OpenEars and the main thread – Politepix

OpenEars and the main thread

hohl — Fri, 09 Nov 2012 17:00:38 +0000

Does OpenEars (or especially the language model creator) needs to be launched on the main thread? Or does the language model creator automatically use the main thread on the line he need it?

I am debugging an application which tries to run the language model creation in the background, but sometimes while running the language model creation the main thread get blocked (but the language model creator is launched in a background thread). I am not yet sure if there is some failure in my implementation or if it’s something internally in OpenEars?

Reply To: OpenEars and the main thread

Halle Winkler — Fri, 09 Nov 2012 17:13:42 +0000

OpenEars expects to be launched on mainThread and to handle its own multithreading, but I wouldn’t automatically expect a problem with launching it on a secondary thread. Certain operations will always be returned to mainThread (notifications sent to OpenEarsEventsObserver and delegate callbacks of OpenEarsEventsObserver will always go to mainThread, I think that audio playing in FliteController must be initiated mainThread IIRC, maybe there are some other examples of things which expect to initiate from or return to mainThread). But, if all you are doing is running LanguageModelGenerator and you are running it on a background thread, my guess is that the issue is in the actual threading, because LanguageModelGenerator works as a series of single-threaded activities so it should be possible to background. Are you using blocks, NSTimer or NSThread?
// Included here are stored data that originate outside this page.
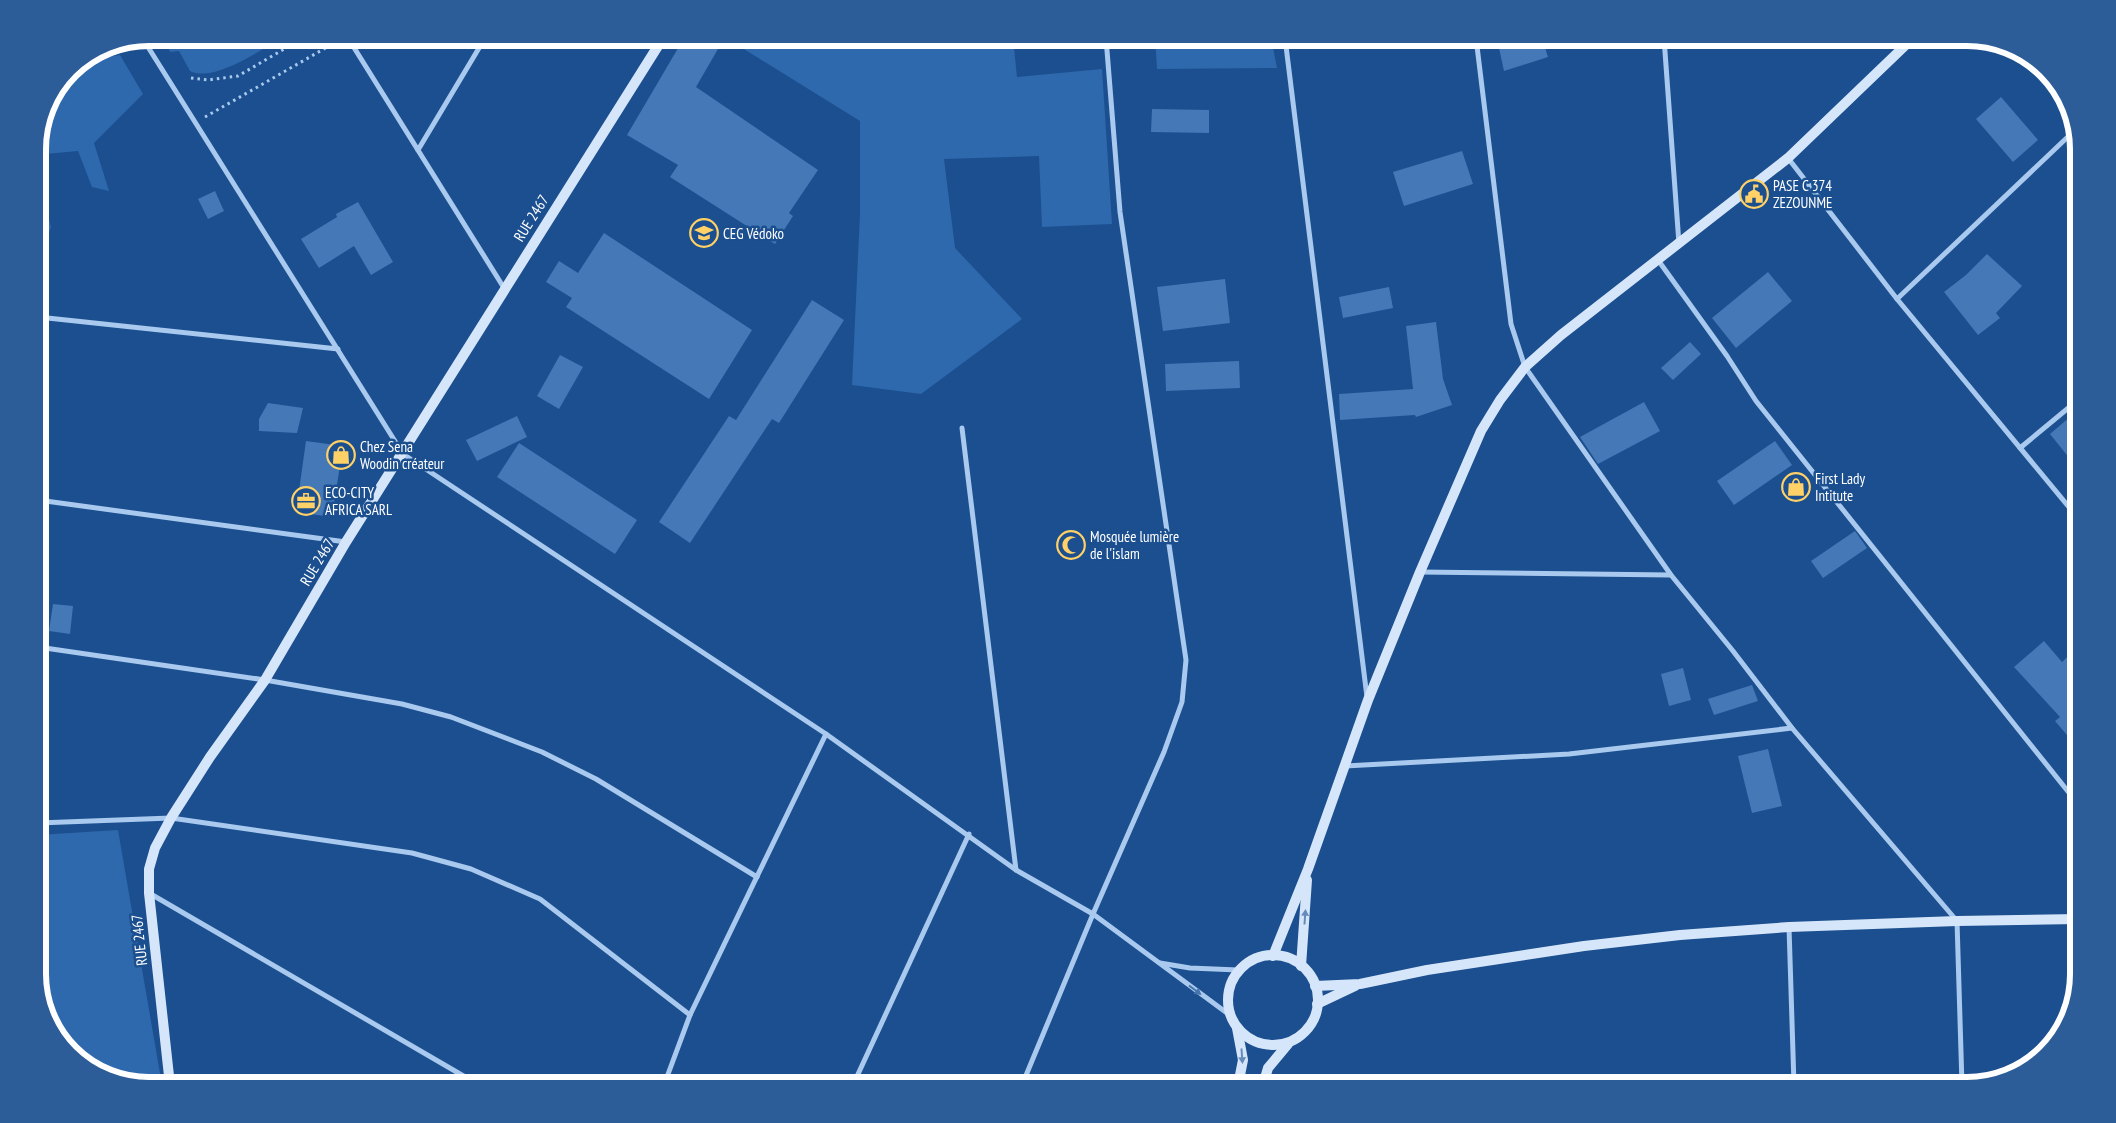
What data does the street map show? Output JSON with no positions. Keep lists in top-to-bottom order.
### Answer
{
  "streets": {
    "street": ["RUE 2467"]
  },
  "places": {
    "public building": ["PASE C 374 ZEZOUNME"],
    "school or university": ["CEG Védoko"],
    "shop": ["Chez Sena Woodin créateur", "First Lady Intitute"],
    "office": ["ECO-CITY AFRICA SARL"],
    "mosque": ["Mosquée lumière de l'islam"]
  }
}
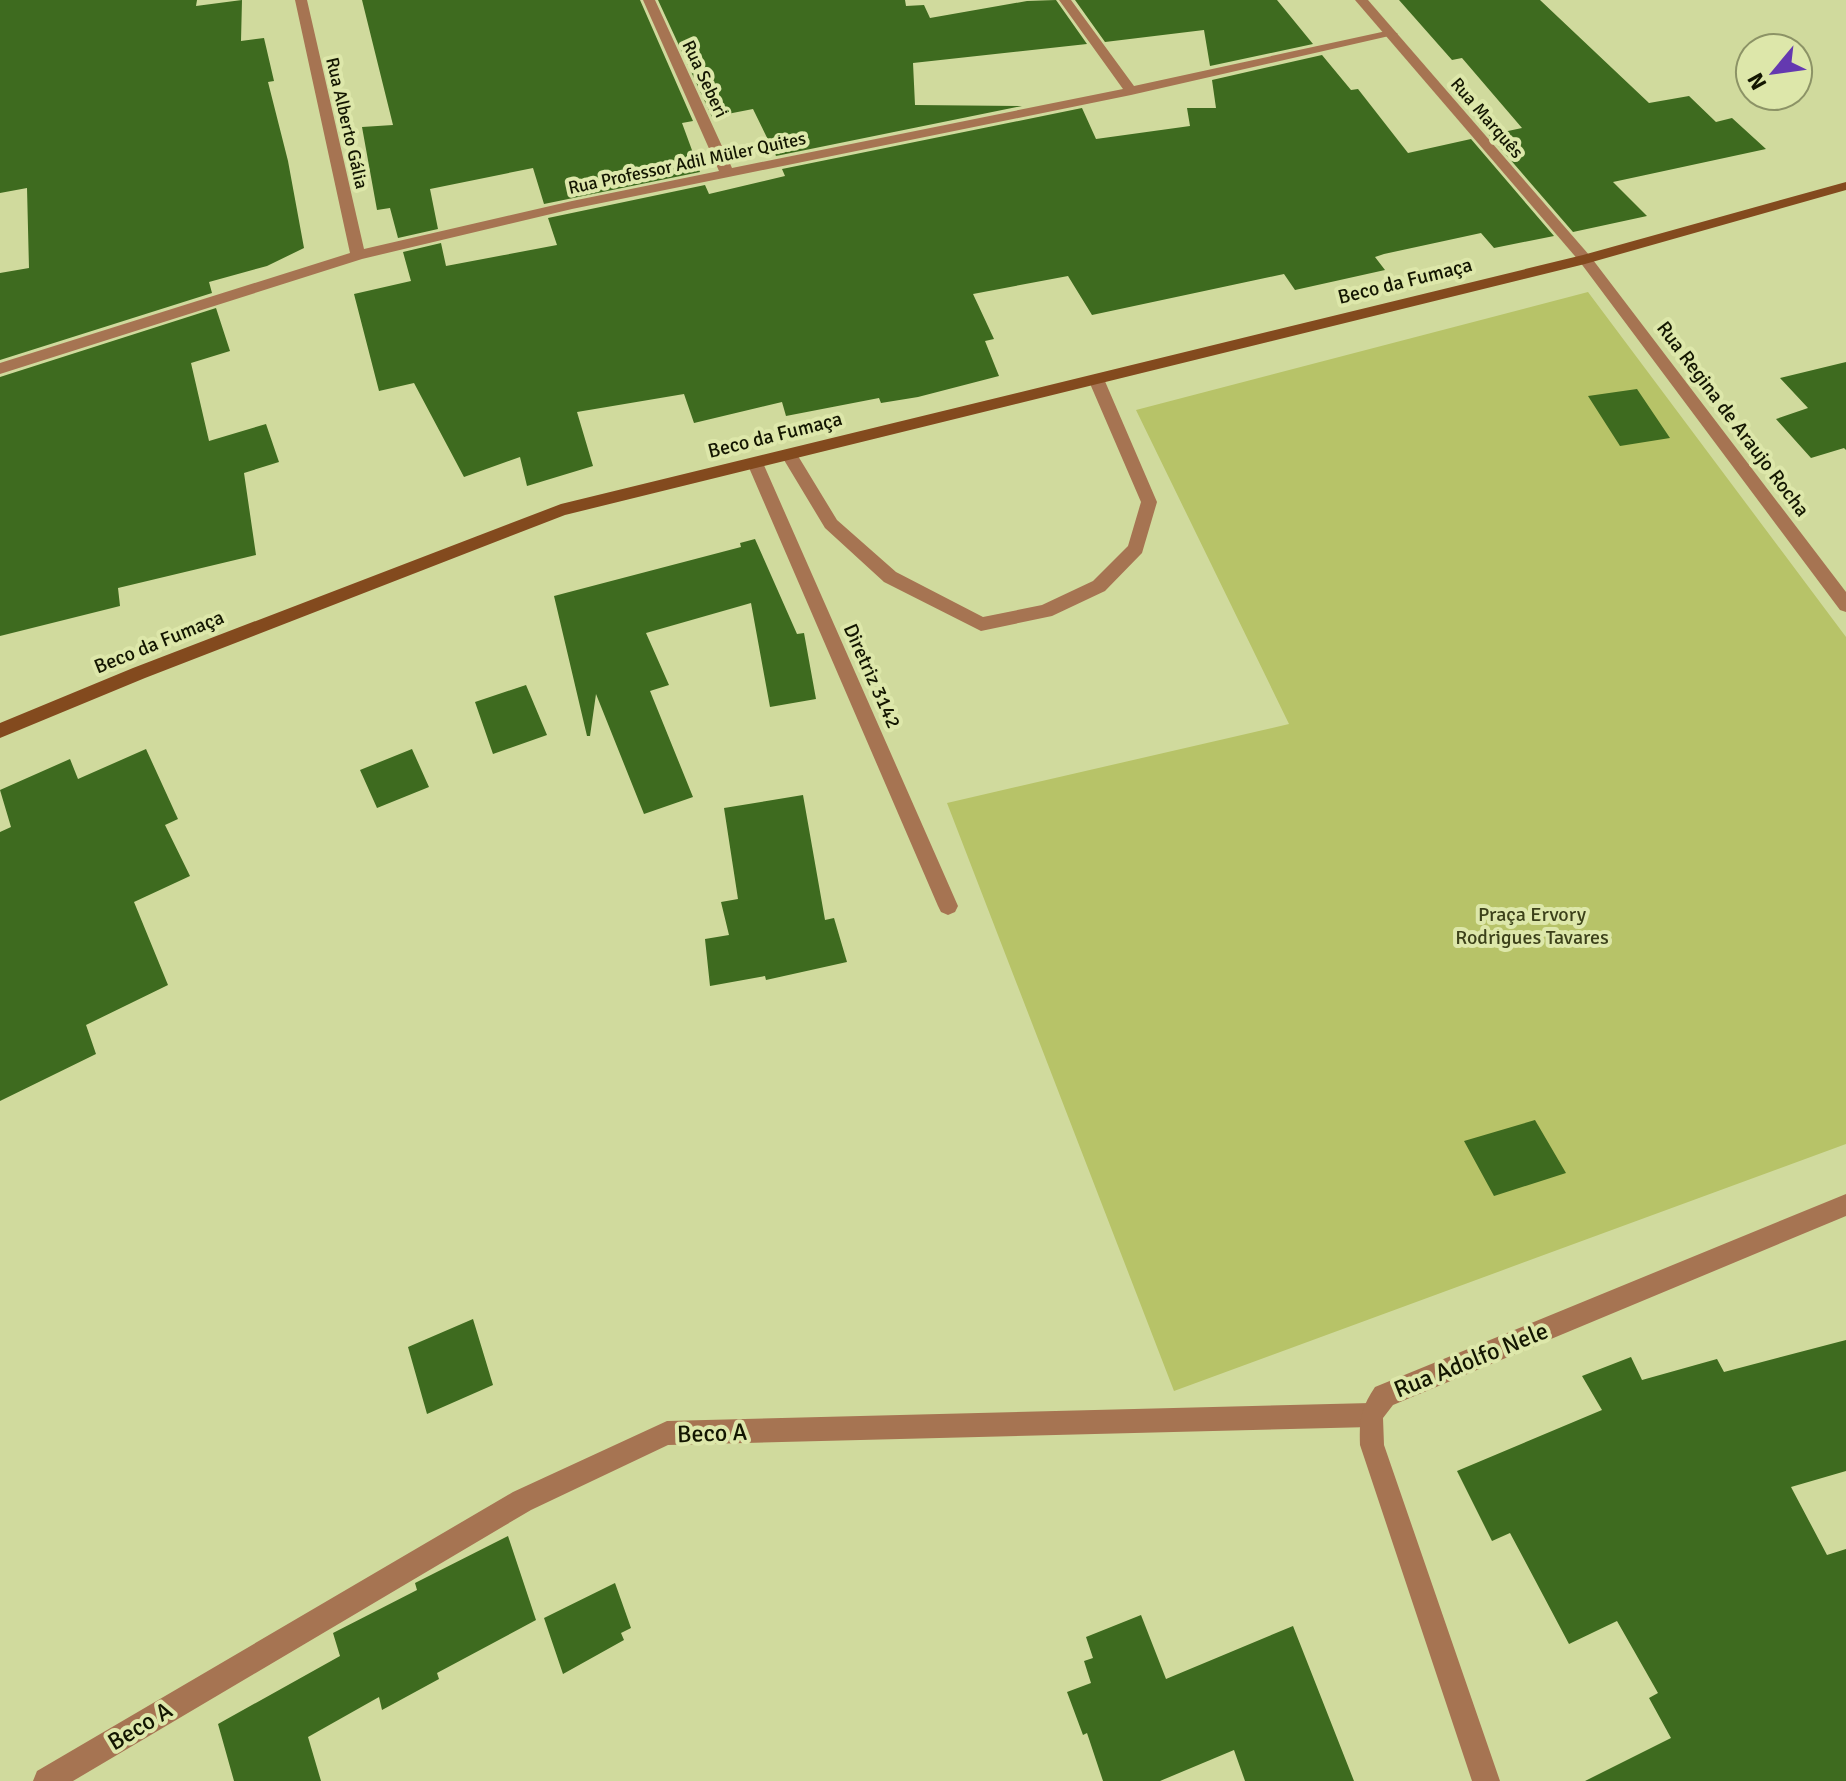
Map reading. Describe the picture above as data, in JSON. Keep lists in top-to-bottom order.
{
  "streets": {
    "main road": ["Beco da Fumaça"],
    "street": [
      "Rua Seberi",
      "Rua Marquês",
      "Rua Alberto Gália",
      "Rua Professor Adil Müler Quites",
      "Rua Regina de Araujo Rocha",
      "Diretriz 3142",
      "Rua Adolfo Nele",
      "Beco A"
    ]
  },
  "crossings": [
    ["Rua Seberi", "Rua Professor Adil Müler Quites"],
    ["Rua Marquês", "Rua Professor Adil Müler Quites"],
    ["Rua Marquês", "Beco da Fumaça"],
    ["Rua Marquês", "Rua Regina de Araujo Rocha"],
    ["Rua Alberto Gália", "Rua Professor Adil Müler Quites"],
    ["Beco da Fumaça", "Rua Regina de Araujo Rocha"],
    ["Beco da Fumaça", "Diretriz 3142"],
    ["Rua Adolfo Nele", "Beco A"]
  ],
  "parks": ["Praça Ervory Rodrigues Tavares"],
  "north": "bottom left"
}
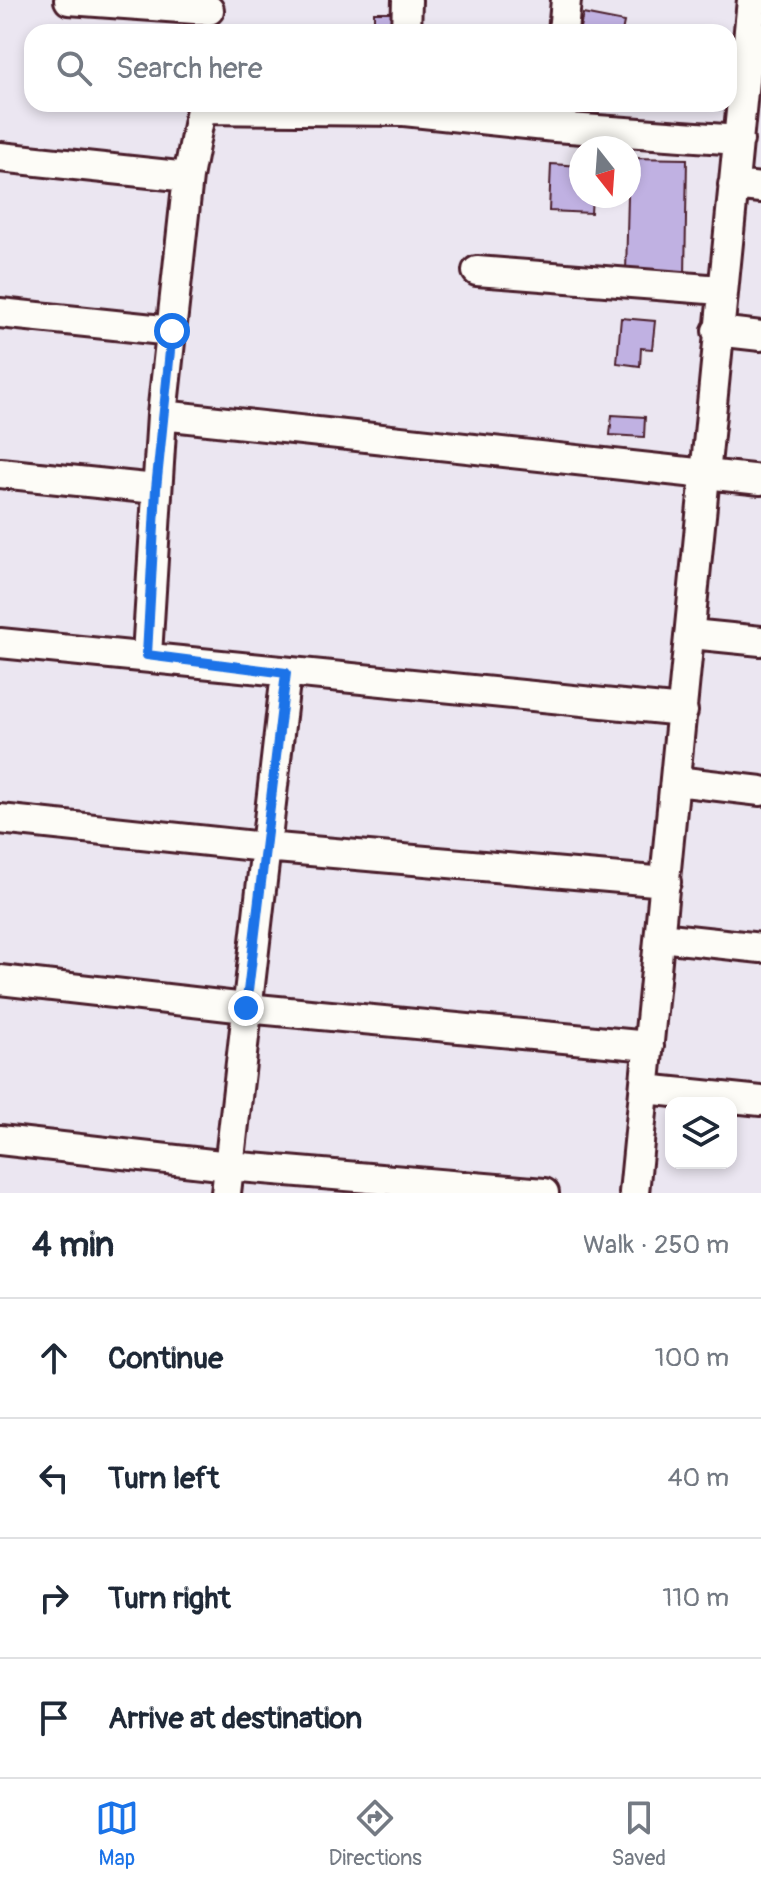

Reply To: OpenEars and the main thread

hohl — Sat, 10 Nov 2012 16:52:02 +0000

Thanks for your response.

While debugging the application without finding something special blocking I’ve started thinking that the blocking is produced by the I/O to the devices flash memory. Does OpenEars take heavy usage of the disk, which may blocking other resources (SQLite database) to load? What would be a good approach to throttle the disk I/O usage of OpenEars?

Reply To: OpenEars and the main thread

Halle Winkler — Sat, 10 Nov 2012 18:35:28 +0000

Nope, it doesn’t make any notable continuous use of the disk. Have you completely ruled out something going on in your app? If you move the operations in the sample app to another thread, do you see the same results? I would try to simplify the test case as much as possible until you can replicate the issue with only one code addition.

Reply To: OpenEars and the main thread

hohl — Wed, 14 Nov 2012 17:06:07 +0000

I’ll let you know, if I can find what the lags causes. But at least there aren’t any exceptions or unexpected results when using on background. Just in the case of my application (with arround 3x~100 entries in background) it takes some time which will also block the main thread (noticeable as non-reacting UI).

Reply To: OpenEars and the main thread

Halle Winkler — Wed, 14 Nov 2012 19:05:05 +0000

Yup, I would expect that to take a bit of time. Is there a requirement that they be dynamic, or would this blog post help: /2012/11/02/openears-tips-1-create-a-language-model-before-runtime-from-a-text-file/

My other question is about the kind of multithreading. Have you experimented with doing it with a block (or even a timer) if you’ve been using NSThread? I do a lot of multithreaded coding and I used to use NSThread and I’ve entirely switched over to blocks/GCD because it’s so much cleaner.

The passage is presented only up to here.